[ASSIGNMENT] When the string "service" appears in a line of the records, show the whole line.

[Data entries]
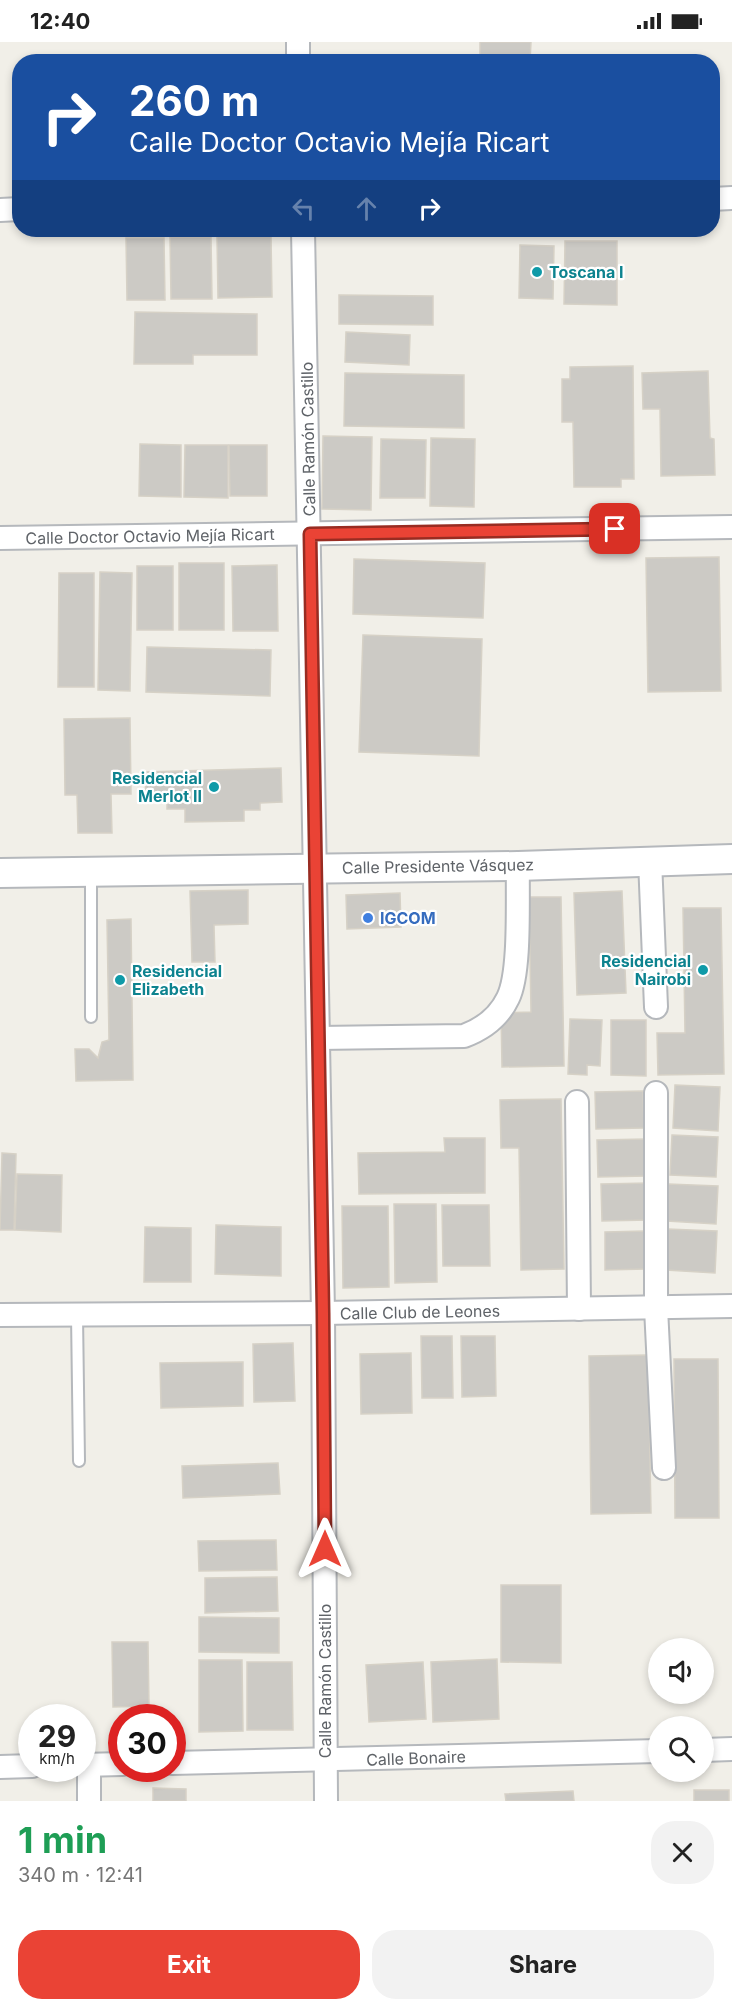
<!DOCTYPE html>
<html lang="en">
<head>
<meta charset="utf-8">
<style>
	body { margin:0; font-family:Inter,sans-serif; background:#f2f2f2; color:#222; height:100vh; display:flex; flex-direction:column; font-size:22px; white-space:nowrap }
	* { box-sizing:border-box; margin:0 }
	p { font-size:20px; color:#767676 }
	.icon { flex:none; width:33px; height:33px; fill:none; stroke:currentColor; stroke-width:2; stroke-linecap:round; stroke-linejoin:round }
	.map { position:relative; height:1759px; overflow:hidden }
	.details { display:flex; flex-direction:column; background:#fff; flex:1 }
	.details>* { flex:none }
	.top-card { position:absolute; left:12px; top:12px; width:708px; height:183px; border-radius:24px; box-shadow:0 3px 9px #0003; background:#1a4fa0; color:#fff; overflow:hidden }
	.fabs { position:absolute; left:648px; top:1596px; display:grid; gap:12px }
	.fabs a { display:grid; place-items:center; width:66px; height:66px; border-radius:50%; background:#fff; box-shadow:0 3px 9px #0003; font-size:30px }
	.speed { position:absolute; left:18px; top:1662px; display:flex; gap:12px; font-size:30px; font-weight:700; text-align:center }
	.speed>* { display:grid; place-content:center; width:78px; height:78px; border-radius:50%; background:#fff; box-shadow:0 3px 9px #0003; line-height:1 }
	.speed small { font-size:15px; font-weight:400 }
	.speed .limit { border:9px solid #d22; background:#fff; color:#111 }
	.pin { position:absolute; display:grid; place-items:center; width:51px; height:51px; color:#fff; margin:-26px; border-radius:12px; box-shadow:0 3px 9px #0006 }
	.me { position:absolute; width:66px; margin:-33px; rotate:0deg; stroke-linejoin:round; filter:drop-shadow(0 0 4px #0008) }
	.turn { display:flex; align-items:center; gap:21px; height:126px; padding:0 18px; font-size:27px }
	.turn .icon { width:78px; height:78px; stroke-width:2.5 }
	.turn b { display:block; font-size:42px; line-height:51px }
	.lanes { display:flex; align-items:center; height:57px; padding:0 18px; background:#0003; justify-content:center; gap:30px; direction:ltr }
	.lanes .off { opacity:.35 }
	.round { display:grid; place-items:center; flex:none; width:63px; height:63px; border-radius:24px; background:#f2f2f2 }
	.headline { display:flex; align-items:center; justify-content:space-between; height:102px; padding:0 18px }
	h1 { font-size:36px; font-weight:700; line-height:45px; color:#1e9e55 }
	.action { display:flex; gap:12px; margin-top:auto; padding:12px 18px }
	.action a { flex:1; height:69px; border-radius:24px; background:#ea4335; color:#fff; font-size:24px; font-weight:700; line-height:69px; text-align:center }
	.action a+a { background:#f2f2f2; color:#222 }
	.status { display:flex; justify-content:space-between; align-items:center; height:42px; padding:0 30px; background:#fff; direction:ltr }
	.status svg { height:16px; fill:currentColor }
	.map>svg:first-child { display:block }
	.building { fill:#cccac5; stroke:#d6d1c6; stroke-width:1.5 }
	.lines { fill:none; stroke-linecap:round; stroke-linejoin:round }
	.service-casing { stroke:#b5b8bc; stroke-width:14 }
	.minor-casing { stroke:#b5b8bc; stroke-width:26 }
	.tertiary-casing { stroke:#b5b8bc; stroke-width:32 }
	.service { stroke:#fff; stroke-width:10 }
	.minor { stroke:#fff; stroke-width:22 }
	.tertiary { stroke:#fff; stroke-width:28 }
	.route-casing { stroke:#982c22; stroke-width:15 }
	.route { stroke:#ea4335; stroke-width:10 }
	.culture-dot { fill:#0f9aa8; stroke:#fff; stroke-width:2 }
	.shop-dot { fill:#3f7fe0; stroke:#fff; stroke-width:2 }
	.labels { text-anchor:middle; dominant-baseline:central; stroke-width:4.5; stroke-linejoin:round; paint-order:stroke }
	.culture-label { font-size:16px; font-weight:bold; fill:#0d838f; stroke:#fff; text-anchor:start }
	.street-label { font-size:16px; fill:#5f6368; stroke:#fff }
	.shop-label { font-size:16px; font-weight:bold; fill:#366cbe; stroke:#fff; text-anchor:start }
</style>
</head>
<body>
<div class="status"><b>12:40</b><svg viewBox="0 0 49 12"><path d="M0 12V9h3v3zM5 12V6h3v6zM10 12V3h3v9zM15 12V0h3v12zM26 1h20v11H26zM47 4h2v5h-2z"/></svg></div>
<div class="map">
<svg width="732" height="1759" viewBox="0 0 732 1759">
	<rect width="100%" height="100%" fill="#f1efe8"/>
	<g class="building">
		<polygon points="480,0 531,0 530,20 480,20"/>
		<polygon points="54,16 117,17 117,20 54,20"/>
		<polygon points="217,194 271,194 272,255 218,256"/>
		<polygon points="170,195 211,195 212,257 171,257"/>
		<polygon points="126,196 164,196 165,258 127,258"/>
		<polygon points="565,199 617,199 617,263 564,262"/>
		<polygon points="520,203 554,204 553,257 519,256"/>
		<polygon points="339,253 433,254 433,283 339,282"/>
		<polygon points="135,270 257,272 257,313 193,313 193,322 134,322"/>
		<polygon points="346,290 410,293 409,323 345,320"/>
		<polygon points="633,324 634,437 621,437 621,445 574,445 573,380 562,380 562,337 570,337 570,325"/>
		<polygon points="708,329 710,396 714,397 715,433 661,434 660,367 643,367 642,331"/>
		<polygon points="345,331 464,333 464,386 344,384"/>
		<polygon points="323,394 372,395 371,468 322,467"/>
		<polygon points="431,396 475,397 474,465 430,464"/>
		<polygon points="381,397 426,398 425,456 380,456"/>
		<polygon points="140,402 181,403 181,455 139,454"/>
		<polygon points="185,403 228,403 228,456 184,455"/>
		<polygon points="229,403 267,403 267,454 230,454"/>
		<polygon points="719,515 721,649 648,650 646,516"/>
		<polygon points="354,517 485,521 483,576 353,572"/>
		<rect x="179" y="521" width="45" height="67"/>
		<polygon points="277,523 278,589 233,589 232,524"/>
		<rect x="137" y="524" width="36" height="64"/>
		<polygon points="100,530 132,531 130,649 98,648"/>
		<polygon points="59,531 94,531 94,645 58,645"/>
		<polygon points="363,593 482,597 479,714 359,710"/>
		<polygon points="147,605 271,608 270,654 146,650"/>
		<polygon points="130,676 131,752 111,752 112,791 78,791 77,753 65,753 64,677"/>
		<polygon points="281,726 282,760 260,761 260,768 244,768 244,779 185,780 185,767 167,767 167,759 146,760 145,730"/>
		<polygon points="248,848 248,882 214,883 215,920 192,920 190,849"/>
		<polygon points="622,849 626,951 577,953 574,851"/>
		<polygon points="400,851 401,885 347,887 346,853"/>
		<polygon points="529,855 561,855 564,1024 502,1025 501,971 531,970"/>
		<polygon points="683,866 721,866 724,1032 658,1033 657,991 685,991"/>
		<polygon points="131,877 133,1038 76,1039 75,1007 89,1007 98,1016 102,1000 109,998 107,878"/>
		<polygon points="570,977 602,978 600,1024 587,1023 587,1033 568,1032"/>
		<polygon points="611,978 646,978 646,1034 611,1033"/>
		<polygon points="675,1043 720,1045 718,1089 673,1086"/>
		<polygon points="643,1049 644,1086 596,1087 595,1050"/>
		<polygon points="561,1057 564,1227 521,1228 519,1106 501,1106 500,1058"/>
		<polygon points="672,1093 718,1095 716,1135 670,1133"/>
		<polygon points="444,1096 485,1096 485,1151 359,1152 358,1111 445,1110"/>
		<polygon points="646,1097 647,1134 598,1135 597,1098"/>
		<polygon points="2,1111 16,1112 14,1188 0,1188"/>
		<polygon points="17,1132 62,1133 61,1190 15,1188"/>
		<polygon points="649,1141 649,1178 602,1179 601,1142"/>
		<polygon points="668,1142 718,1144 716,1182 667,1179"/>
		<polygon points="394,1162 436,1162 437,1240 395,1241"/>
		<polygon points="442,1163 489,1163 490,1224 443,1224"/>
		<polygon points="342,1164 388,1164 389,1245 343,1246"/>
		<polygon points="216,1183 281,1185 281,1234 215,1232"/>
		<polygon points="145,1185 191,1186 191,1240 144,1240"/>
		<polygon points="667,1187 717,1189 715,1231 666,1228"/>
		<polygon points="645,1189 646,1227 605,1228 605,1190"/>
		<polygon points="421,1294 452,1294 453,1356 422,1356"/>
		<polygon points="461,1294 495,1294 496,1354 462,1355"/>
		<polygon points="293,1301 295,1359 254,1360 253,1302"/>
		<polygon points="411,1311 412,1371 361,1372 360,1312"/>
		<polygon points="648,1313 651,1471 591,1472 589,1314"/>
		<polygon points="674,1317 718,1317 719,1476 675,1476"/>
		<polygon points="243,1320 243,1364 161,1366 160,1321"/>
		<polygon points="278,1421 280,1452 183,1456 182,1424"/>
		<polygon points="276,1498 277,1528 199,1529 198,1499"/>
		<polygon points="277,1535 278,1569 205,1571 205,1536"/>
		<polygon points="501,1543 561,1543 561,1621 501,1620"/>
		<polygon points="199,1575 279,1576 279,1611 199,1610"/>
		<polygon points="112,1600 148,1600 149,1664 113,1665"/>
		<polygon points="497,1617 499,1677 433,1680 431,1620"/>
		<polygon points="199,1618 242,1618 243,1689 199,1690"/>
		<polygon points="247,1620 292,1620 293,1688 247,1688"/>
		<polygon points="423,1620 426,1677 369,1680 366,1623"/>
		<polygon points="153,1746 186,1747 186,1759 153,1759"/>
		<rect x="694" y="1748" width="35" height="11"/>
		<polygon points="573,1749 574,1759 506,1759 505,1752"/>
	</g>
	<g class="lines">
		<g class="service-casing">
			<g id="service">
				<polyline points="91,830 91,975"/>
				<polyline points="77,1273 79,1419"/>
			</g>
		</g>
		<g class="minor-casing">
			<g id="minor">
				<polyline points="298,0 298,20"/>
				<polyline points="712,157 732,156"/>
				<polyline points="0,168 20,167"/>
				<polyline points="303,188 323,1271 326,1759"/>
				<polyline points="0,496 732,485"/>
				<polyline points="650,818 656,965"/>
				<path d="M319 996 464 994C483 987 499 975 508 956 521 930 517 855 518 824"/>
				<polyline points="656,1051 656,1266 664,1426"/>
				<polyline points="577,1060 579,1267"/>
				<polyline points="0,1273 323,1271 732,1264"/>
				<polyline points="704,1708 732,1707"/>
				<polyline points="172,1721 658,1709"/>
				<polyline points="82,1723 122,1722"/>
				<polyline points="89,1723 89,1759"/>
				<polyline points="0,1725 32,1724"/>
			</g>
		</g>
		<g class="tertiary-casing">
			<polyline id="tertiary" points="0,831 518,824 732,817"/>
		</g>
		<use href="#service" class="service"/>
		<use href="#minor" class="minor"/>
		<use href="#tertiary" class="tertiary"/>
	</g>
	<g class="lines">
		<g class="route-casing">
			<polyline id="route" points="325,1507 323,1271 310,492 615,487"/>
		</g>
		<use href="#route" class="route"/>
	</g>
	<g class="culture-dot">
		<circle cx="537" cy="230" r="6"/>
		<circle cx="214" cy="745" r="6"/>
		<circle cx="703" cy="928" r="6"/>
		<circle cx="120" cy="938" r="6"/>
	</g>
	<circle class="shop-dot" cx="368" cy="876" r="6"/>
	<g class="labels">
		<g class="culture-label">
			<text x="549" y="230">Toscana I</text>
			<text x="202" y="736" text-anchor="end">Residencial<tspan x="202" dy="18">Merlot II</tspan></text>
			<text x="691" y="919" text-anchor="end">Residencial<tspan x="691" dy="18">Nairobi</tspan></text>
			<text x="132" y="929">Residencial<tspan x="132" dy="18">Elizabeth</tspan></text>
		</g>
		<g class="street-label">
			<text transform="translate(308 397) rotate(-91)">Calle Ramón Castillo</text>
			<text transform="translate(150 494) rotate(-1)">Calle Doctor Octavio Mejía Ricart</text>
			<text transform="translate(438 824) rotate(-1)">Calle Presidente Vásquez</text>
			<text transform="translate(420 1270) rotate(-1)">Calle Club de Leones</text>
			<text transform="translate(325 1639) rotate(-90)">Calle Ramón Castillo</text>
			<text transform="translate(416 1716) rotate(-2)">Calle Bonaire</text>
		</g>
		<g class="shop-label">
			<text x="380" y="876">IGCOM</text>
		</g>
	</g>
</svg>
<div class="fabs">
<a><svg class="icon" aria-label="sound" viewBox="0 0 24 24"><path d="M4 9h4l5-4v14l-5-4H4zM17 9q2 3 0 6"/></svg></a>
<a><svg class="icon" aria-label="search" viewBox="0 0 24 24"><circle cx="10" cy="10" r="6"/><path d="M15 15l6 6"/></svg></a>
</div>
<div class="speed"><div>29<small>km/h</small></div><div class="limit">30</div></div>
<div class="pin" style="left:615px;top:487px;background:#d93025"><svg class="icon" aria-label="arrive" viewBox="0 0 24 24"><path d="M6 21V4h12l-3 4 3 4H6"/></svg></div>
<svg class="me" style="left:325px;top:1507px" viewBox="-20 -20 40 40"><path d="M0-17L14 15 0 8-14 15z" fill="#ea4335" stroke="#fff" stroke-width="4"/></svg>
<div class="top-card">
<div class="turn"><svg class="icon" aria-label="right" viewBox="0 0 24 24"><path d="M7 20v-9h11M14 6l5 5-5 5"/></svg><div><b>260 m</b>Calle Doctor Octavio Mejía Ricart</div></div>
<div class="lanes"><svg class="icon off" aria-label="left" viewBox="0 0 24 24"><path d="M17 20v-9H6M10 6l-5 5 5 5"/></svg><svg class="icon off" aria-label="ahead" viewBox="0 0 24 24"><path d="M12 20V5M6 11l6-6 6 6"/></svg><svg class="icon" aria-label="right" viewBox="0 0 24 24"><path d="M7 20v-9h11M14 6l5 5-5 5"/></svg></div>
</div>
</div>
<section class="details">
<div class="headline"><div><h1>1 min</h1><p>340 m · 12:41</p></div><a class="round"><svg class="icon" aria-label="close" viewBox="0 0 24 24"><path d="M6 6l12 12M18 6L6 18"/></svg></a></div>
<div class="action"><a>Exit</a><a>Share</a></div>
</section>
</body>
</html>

[SOLUTION TO THE PROBLEM]
	.service-casing { stroke:#b5b8bc; stroke-width:14 }
	.service { stroke:#fff; stroke-width:10 }
		<g class="service-casing">
			<g id="service">
		<use href="#service" class="service"/>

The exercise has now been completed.